Budget: 800€ - 1500€ 
Anwendungsbereich: Photoshop, CAD und co., dazu wohl Office usw. für Studentengedönse
Bildschirmgröße: Kann ich schlecht einschätzen, sitze halt zu hause vor 22". Denke mal an 15"?
Bildschirmauflösung: minimum 1080p
Glare/Matt: matt erscheint mir sinnvoller
Akkulaufzeit: möglichst lang
Gewicht: mir egal
Besondere Anforderungen: - 

Das Budget ist halt recht weit gefächert, da ich selbst nicht wirklich einschätzen kann was ich für Anforderungen an das Gerät habe. Grundsätzlich habe ich zwar nen Tower zu Hause, könnte mir aber auch gut vorstellen den mal einzustampfen und gänzlich drauf zu verzichten. Der ist jetzt so 3 Jahre alt (Radeon R9 290x, i5 4460 4x3,20GHz) wird aber tatsächlich aktuell recht wenig genutzt. Würde also gern zukünftig viel am Laptop arbeiten.
Als jemand der sich nicht viel mit der Materie auskennt hört man ja häufig "machste was kreatives, nimm' nen Macbook". Hab mein Leben lang bisher nur mit Windows zu tun gehabt, würde einen Mac aber nicht ausschließen, sollte es sich für mich anbieten?

Ihr merkt schon, ich hab leider relativ wenig Vorstellungen von dem was ich brauche, aber vielleicht kann man mir da ja unter die Arme greifen!
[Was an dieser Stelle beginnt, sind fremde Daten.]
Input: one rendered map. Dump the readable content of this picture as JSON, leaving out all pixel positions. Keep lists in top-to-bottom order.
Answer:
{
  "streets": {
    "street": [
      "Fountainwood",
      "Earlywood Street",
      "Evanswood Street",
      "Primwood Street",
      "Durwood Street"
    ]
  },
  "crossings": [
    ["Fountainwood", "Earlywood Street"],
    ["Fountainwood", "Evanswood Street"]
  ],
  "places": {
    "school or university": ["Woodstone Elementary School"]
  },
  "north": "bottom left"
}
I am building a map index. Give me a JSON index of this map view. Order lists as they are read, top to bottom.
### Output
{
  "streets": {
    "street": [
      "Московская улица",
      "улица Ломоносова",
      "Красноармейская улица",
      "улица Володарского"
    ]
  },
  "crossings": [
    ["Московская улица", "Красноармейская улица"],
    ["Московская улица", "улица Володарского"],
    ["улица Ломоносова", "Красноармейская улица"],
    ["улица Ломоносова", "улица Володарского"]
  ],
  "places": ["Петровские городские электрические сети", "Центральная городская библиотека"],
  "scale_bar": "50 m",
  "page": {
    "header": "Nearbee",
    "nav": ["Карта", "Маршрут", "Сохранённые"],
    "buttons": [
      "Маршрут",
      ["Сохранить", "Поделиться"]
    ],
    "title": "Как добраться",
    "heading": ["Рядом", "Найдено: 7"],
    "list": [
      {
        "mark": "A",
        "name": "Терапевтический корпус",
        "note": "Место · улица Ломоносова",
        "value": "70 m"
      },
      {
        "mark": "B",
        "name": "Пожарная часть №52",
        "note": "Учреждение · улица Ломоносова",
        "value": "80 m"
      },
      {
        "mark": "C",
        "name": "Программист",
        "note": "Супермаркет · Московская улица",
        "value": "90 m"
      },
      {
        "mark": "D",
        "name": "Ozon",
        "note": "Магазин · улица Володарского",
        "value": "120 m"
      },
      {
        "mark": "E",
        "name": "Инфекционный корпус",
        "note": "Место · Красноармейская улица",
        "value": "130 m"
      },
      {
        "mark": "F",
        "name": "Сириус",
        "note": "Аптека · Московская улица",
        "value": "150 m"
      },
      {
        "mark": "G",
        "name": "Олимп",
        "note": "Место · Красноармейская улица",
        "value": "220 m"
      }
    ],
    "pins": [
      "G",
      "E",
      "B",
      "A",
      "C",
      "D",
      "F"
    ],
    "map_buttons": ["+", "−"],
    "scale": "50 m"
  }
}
Danke schon mal für Antworten und cheerio.


----------



## fotoman (30. Juni 2017)

*AW: Laptop für Photoshop, CAD und co.*

Nur mal ein paar Gedanken dazu, obwohl 99% der Dinge auch in den mind. 10 parallelthreads zu Studilaptops in den vergangenen Tagen hier schon angesprochen wurden:

>  sitze halt zu hause vor 22". Denke mal an 15"?
Ich würde ganz anders herum denken und dazu entweder Kommiitonen aus höheren Semstern oder den ASTA befragen: soll mobil AUF dem Rechner ernsthaft gearbeitet werden (egal, ob aufwändige Bildbearbeitung oder CAD-Modelle erstellen), oder dient der mobile Teil eher der Vorbereitung/Mitschrift und überall dort, wo ernsthaft PS/CAD und co genutzt werden soll, ist ein passender Monitor verfügbar?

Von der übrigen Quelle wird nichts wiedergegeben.